To set up the AWS PrivateLink connection with FINRA CAT, FINRA provides a cloud formation template (CFT) to the broker-dealer that creates an interface VPC endpoint for the FINRA CAT service in the broker-dealer’s VPC. This CFT takes approximately 20 minutes to run and creates an Elastic Network Interface (ENI) in the broker-dealer’s subnet with a private IP address that serves as an entry point for traffic destined to the FINRA CAT service. And that’s it! Once the CFT is executed, the AWS PrivateLink connection is established, and the broker-dealer can send data securely to FINRA CAT, quickly scaling up resources as needed while controlling cost, and eliminating the need for on-premises equipment.
- Please note that the deadline of May 20, 2020 could be extended.
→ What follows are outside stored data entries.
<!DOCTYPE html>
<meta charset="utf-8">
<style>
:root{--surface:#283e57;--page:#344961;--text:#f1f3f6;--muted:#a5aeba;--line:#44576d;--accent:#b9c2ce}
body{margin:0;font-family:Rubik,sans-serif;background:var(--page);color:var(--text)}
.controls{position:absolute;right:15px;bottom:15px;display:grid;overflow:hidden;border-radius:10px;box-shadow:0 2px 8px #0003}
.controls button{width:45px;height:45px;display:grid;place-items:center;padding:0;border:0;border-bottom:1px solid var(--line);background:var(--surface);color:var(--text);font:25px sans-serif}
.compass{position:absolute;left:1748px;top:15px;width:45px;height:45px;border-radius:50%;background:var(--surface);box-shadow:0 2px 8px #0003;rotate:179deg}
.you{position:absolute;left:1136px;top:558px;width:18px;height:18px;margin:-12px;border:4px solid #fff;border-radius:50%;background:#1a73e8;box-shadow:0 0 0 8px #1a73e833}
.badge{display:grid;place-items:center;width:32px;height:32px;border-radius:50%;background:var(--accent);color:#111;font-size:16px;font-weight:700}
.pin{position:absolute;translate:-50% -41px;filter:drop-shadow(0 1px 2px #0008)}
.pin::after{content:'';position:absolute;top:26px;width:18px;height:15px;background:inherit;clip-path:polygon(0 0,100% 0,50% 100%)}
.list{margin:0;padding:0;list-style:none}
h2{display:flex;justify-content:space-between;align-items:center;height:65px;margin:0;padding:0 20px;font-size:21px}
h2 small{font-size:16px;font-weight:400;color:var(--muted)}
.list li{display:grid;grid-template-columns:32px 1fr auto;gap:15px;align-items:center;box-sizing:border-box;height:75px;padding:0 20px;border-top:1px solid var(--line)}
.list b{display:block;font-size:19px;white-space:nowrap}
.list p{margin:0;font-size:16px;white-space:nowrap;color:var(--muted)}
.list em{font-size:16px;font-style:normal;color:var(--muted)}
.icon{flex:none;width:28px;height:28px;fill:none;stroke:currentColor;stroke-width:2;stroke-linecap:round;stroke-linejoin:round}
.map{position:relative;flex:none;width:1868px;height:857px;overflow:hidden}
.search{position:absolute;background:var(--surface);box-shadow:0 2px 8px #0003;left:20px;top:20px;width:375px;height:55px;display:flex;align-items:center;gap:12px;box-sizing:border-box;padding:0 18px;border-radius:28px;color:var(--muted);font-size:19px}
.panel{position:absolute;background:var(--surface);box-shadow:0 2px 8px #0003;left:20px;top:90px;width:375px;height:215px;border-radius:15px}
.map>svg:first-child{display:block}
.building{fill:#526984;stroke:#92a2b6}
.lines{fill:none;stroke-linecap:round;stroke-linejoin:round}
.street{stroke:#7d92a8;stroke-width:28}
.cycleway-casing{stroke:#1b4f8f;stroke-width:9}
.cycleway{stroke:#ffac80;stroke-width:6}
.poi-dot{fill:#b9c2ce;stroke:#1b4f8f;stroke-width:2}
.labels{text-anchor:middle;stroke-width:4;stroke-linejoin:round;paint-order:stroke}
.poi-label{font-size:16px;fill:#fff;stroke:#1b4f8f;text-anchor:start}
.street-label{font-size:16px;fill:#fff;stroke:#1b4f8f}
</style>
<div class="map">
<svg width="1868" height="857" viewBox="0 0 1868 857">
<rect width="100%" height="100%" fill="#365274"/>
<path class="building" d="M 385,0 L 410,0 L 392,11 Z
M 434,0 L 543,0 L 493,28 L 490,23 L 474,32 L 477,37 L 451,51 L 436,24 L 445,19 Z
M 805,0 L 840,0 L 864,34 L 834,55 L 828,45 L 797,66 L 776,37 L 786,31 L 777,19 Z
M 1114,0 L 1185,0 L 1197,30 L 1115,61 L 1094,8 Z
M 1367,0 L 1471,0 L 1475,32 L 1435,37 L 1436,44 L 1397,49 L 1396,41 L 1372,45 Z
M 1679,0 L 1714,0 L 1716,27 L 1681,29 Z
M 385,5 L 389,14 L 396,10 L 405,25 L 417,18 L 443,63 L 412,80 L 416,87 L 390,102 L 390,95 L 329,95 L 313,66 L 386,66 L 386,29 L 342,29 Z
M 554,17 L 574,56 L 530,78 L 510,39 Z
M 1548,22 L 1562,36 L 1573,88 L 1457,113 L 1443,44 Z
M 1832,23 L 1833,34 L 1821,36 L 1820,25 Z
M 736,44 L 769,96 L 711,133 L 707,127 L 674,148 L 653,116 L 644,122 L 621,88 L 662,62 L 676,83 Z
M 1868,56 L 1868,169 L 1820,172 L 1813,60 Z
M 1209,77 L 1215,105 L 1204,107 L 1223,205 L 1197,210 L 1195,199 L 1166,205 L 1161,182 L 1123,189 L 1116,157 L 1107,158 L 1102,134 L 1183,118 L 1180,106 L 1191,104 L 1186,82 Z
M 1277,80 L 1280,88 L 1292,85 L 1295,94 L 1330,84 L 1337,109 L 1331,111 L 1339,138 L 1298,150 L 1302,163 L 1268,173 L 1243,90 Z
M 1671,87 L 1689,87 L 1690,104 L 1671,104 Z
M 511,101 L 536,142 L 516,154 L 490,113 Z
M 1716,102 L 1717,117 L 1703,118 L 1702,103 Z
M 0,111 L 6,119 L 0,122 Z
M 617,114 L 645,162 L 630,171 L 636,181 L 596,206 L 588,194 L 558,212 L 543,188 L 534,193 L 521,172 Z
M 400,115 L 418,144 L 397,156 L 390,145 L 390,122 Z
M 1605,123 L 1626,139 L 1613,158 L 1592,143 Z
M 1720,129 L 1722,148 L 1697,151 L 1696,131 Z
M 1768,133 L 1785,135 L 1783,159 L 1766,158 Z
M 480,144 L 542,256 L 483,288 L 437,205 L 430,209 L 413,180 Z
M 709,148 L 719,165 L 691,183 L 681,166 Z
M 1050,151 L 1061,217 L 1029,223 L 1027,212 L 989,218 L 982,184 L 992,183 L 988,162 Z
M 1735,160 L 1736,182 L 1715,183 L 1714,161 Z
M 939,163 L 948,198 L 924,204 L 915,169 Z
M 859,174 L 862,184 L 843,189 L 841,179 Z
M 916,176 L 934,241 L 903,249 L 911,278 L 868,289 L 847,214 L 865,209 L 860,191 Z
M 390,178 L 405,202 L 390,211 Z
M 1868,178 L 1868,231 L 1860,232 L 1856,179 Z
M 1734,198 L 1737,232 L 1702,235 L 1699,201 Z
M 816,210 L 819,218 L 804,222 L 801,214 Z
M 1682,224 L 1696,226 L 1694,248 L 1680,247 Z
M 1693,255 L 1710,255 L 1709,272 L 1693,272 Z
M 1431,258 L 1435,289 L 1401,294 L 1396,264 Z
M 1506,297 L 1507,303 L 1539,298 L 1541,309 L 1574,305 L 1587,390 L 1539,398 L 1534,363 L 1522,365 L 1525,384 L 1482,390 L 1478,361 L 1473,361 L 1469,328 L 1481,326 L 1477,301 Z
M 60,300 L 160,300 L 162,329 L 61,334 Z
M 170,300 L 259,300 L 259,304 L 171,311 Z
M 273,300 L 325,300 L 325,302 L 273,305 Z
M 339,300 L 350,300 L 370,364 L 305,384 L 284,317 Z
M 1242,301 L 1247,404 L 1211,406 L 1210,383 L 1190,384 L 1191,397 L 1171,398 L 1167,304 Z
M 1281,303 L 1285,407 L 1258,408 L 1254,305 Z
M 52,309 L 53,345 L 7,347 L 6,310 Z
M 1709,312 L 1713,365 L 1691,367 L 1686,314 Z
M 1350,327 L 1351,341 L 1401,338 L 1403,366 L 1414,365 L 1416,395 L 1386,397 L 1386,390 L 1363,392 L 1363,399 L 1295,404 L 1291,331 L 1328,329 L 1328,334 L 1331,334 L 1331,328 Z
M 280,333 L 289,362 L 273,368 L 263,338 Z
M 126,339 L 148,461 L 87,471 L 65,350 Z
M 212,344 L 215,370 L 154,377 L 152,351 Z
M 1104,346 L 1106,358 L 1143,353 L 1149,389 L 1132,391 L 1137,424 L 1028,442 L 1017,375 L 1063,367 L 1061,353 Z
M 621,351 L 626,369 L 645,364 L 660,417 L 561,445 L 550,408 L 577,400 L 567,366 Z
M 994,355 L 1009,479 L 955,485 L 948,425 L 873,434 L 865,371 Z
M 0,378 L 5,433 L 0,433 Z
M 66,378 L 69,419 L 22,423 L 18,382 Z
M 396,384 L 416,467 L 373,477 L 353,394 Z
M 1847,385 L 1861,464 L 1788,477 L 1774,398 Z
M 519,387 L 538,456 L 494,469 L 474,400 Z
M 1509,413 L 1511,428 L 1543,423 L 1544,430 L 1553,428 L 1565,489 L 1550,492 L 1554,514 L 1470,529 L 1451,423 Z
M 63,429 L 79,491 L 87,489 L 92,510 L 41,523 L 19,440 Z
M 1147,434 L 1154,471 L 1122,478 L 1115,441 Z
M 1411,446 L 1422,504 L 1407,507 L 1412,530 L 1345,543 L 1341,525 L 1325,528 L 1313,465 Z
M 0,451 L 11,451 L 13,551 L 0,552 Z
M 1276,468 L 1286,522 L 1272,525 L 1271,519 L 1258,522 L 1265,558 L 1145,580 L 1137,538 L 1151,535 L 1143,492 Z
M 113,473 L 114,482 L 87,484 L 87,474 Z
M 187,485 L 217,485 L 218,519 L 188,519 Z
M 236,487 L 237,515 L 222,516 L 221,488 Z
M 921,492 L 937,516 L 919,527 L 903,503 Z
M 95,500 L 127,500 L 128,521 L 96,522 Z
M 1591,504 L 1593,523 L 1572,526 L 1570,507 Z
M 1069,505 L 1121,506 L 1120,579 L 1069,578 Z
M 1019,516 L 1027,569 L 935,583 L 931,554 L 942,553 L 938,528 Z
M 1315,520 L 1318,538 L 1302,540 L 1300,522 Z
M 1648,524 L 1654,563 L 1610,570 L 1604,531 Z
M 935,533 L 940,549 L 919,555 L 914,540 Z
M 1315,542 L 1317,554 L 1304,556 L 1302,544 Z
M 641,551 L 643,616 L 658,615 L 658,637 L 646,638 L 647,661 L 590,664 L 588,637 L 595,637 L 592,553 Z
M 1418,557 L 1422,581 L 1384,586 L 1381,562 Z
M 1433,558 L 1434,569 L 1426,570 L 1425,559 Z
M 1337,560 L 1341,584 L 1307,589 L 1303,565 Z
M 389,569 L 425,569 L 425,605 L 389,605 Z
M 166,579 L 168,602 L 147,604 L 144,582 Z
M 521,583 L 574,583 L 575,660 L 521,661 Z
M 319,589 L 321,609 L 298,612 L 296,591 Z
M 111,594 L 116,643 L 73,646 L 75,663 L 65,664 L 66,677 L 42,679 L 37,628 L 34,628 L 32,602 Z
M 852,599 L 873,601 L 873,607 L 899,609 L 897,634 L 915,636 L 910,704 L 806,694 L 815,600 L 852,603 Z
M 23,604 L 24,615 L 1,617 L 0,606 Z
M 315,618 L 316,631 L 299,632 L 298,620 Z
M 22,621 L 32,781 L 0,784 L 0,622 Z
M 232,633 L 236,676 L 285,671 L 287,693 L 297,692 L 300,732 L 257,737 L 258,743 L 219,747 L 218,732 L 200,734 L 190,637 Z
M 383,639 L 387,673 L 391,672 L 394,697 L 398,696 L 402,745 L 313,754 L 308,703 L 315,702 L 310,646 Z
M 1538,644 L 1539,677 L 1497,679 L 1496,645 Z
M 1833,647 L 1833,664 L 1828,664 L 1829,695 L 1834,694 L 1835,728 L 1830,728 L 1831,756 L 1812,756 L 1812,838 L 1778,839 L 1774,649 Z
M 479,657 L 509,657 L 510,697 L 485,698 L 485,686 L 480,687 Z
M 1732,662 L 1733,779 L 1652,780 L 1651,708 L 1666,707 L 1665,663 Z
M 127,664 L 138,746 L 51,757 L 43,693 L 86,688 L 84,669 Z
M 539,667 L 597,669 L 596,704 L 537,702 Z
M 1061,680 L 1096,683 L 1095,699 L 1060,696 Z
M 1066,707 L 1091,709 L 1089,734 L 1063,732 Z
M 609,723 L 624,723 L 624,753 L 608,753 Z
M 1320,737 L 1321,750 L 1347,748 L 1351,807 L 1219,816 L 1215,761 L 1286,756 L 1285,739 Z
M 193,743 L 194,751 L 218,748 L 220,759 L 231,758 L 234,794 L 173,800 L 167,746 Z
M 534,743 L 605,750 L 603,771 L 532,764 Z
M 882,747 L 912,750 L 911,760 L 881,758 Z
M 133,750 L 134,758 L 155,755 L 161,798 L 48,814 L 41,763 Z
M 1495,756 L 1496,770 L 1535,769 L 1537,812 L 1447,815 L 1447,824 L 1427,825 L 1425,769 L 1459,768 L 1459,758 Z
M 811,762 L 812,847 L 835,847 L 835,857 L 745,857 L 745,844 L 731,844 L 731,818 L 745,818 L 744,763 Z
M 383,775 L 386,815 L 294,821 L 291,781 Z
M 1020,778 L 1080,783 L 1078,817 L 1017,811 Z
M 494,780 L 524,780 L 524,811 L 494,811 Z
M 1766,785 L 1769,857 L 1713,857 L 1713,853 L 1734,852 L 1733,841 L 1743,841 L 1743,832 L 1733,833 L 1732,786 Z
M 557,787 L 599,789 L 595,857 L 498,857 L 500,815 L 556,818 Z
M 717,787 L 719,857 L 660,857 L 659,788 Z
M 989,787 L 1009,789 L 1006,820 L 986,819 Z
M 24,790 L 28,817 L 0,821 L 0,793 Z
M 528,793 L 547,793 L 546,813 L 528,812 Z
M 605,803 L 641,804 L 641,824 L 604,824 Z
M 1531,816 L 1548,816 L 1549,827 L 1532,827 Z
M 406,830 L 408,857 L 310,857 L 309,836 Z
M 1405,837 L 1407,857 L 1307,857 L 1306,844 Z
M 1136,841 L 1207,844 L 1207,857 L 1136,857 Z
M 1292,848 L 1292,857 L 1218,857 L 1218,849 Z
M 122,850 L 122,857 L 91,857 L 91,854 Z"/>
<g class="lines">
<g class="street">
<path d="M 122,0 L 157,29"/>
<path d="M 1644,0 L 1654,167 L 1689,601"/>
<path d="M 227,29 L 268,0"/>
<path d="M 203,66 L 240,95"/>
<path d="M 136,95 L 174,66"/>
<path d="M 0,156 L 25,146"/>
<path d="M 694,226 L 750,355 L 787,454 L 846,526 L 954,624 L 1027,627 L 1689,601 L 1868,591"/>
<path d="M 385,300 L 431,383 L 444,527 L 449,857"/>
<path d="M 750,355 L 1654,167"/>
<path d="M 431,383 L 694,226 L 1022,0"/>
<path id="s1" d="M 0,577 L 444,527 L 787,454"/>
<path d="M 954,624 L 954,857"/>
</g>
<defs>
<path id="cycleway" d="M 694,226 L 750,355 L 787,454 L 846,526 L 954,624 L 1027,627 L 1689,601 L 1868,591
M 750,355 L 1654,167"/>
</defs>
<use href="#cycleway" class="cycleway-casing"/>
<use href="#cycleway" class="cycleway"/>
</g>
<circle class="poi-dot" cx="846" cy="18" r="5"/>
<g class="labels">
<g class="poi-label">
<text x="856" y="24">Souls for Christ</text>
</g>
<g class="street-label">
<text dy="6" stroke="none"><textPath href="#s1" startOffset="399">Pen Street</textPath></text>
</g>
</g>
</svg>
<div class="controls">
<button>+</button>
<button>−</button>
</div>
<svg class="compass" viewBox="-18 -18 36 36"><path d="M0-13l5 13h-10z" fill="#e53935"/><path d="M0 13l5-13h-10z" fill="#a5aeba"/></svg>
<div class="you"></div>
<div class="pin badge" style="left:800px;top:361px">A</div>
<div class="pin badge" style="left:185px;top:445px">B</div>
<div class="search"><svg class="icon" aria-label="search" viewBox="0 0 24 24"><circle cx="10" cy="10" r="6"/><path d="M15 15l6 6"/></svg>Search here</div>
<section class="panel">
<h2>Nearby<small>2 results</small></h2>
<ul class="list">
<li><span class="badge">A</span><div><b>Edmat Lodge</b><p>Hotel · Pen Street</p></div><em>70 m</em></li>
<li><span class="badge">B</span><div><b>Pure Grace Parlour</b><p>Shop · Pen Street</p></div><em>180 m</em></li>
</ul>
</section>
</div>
Visit the CAT NMS Plan website for more information.
John leads Amazon Web Services’ (AWS) worldwide business and market development efforts for the capital markets segment of the Financial Services industry. In this role, he is responsible for the development and execution of AWS’s strategic initiatives across a wide range of capital markets companies, including broker dealers, hedge funds, market data distributors, and exchange operators. He works with these organizations to help them transform their existing businesses and bring new, innovative solutions to market by leveraging AWS services. John has more than 20 years of experience developing solutions for capital markets companies. Before joining AWS, he led the Global Transaction Surveillance Program for J.P. Morgan’s Investment Bank, where he headed the coordination and execution of strategy, technology delivery, and governance to address the organization’s regulatory mandates. Prior to joining J.P. Morgan, John ran NASDAQ’s high-frequency execution, real-time market risk, and reporting services with responsibility for product strategy, development, and operations. He also gained extensive experience in all aspects of product ownership—including market analysis, business development, technology management, and P&L oversight—working at two venture-backed financial technology companies.